Am Beispiel des Landesarchivs Schleswig-Holstein wird nach dem Eigentum an den Quellen gefragt, die Geschichtsschreibung und Rechtssicherheit ermöglichen.Wer Zukunft gestalten will, muss die Vergangenheit kennen. Dabei befinden sich die Quellen für die Geschichtsschreibung unter anderem in Archiven. Archive und Herrschaft sind eng miteinander verbunden. Das 1870 als Preußisches Staatsarchiv gegründete Landesarchiv Schleswig-Holstein hätte es ohne die militärisch erzwungene Reichsgründung nicht gegeben.

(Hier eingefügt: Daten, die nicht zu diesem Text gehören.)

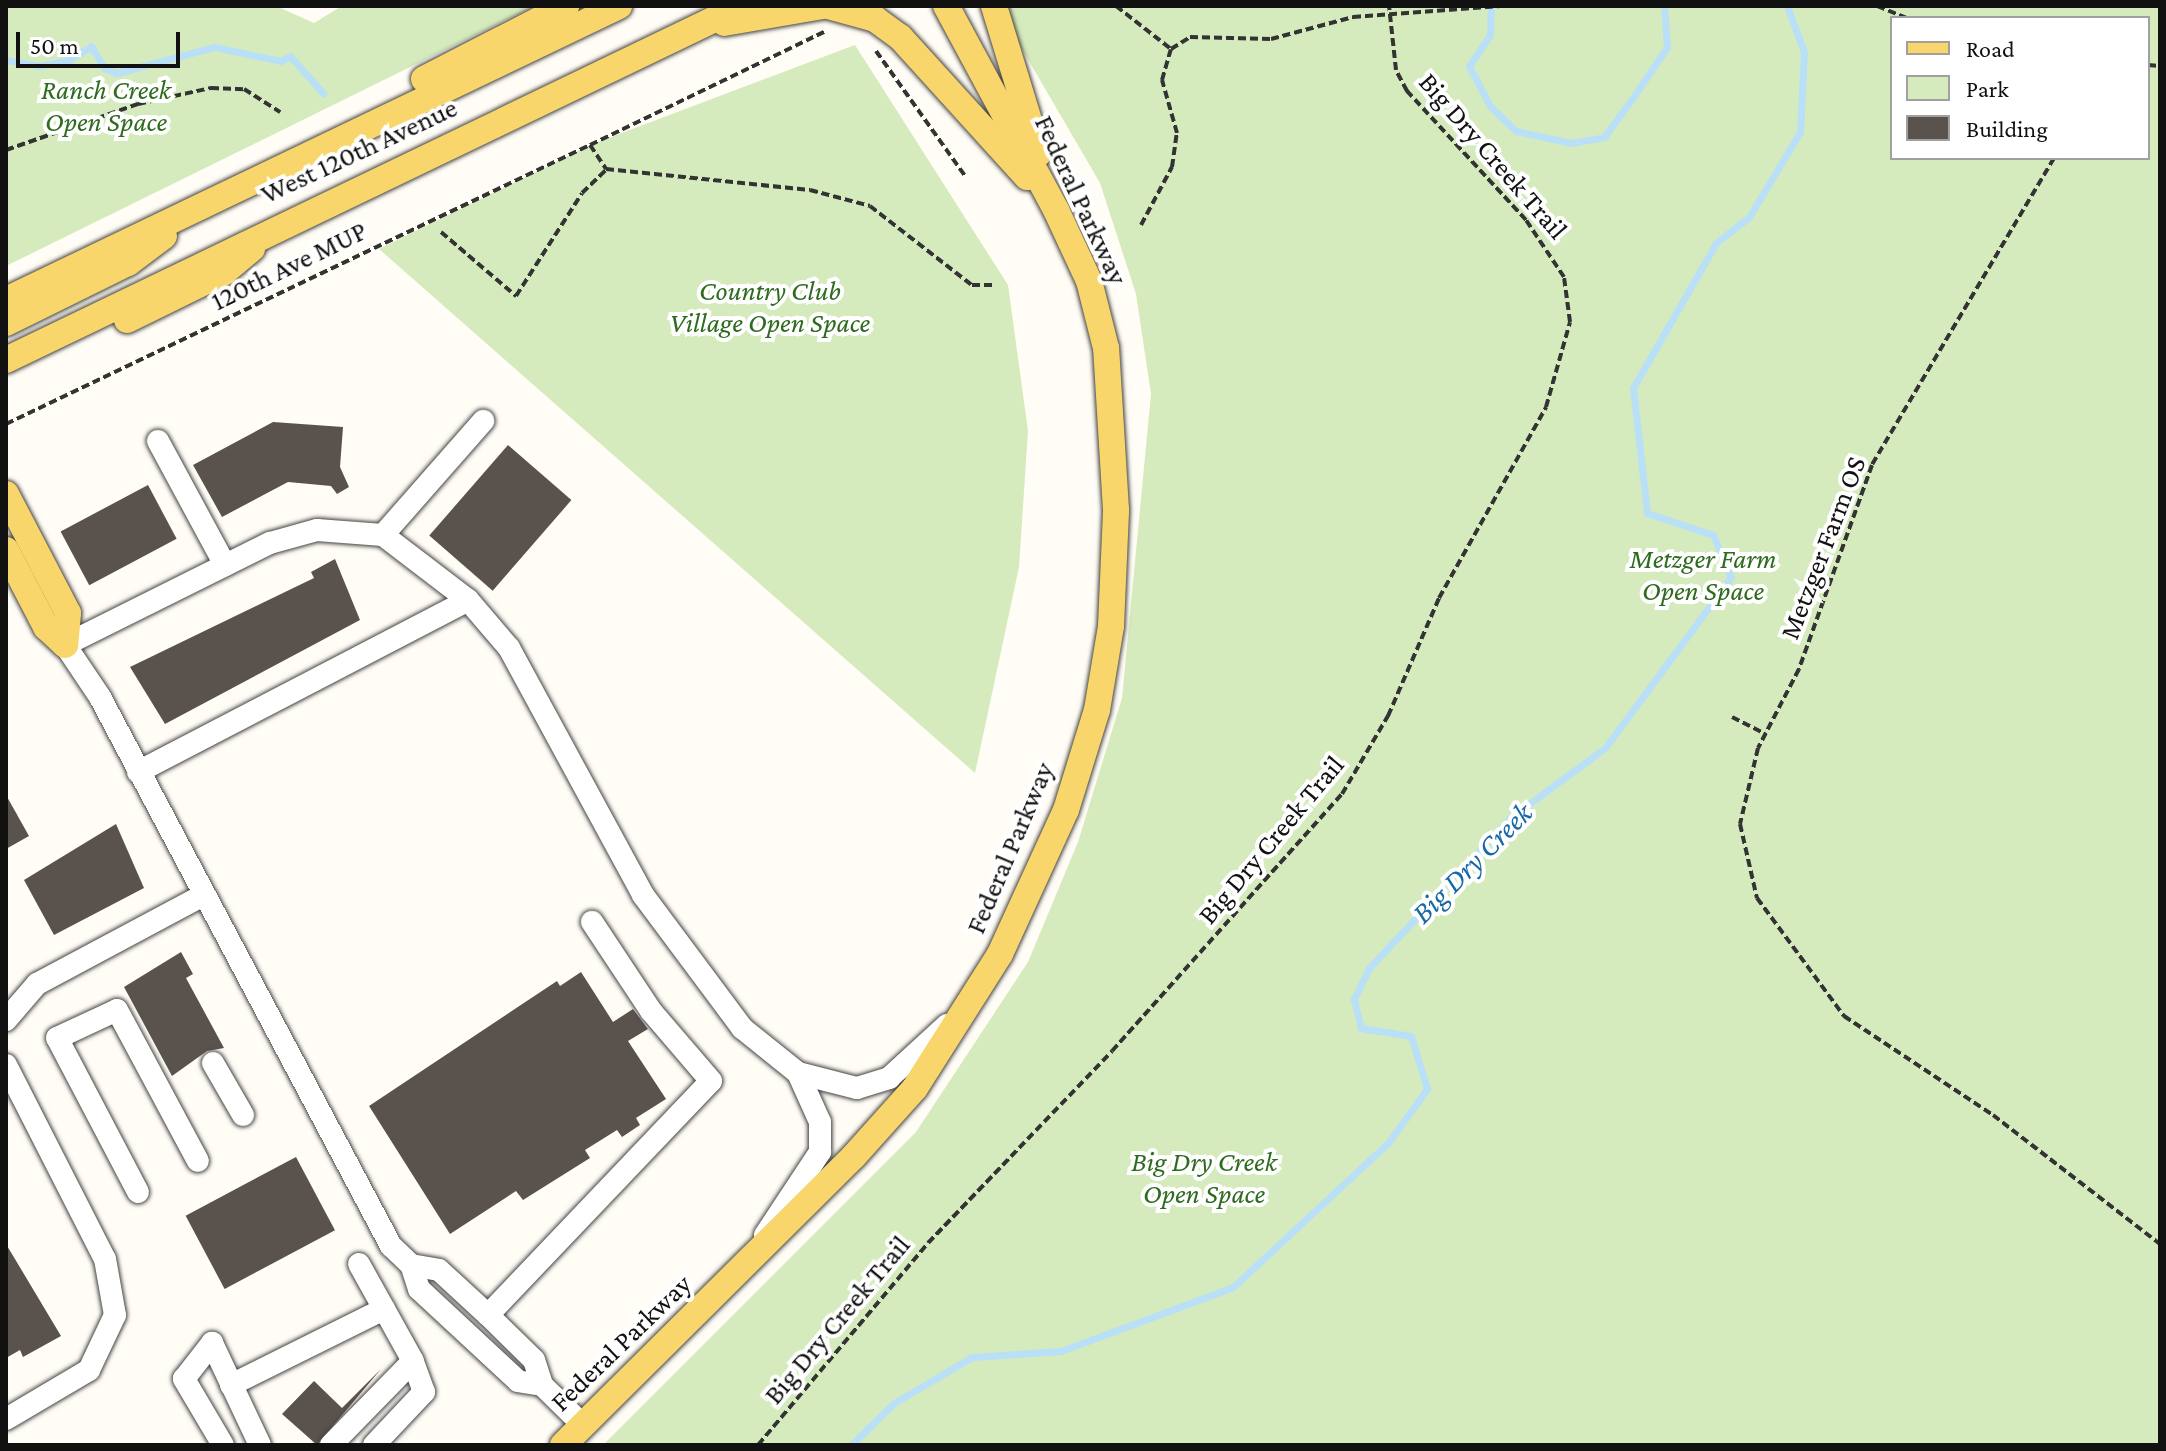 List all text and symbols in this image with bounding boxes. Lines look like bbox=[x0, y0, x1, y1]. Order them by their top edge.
scale bar bbox=[20, 16, 184, 66]
legend bbox=[1890, 16, 2150, 160]
text: 50 m bbox=[30, 32, 79, 59]
text: Road bbox=[1966, 35, 2015, 62]
street label: Big Dry Creek Trail bbox=[1412, 66, 1574, 246]
park label: Ranch Creek Open Space bbox=[41, 73, 171, 139]
text: Park bbox=[1966, 75, 2009, 102]
street label: West 120th Avenue bbox=[255, 91, 463, 211]
street label: Federal Parkway bbox=[1027, 110, 1135, 290]
text: Building bbox=[1966, 115, 2048, 142]
street label: 120th Ave MUP bbox=[206, 214, 372, 318]
park label: Country Club Village Open Space bbox=[670, 274, 870, 340]
street label: Metzger Farm OS bbox=[1773, 452, 1873, 644]
park label: Metzger Farm Open Space bbox=[1629, 542, 1777, 608]
street label: Big Dry Creek Trail bbox=[1191, 749, 1351, 931]
street label: Federal Parkway bbox=[959, 757, 1061, 939]
water label: Big Dry Creek bbox=[1404, 795, 1540, 931]
park label: Big Dry Creek Open Space bbox=[1131, 1145, 1277, 1211]
street label: Big Dry Creek Trail bbox=[757, 1229, 917, 1411]
street label: Federal Parkway bbox=[544, 1267, 698, 1419]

Über Jahrzehnte war deswegen die Aufteilung von Akten zwischen Dänemark und Preußen strittig. Akten wurden für die Verwaltung benötigt, stellten aber auch nationale, umkämpfte Prestigeobjekte dar. Auch die Darstellung der Vergangenheit ist vom Zugang zu Quellen abhängig. Diese gehörten lange dem preußischen, später dem NS-Staat, der sie für ideologische Zwecke missbrauchte, und erst nach dem Zweiten Weltkrieg den Bürgerinnen und Bürgern.Archive sind Gedächtnisorte der demokratischen Gesellschaft. Wer nicht archiviert, dessen wird nicht erinnert und kann auch selbst nicht erinnern. Archivierung und Zugänglichmachen sind fundamentale demokratische Vorgänge, die Staat, Kommune und Bürgerinnen und Bürgern Erinnerung verschaffen und überhaupt erst ermöglichen.Erstmals wird hier die Geschichte eines staatlichen Archivs in Deutschland von der Gründung bis in die Gegenwart monografisch dargestellt.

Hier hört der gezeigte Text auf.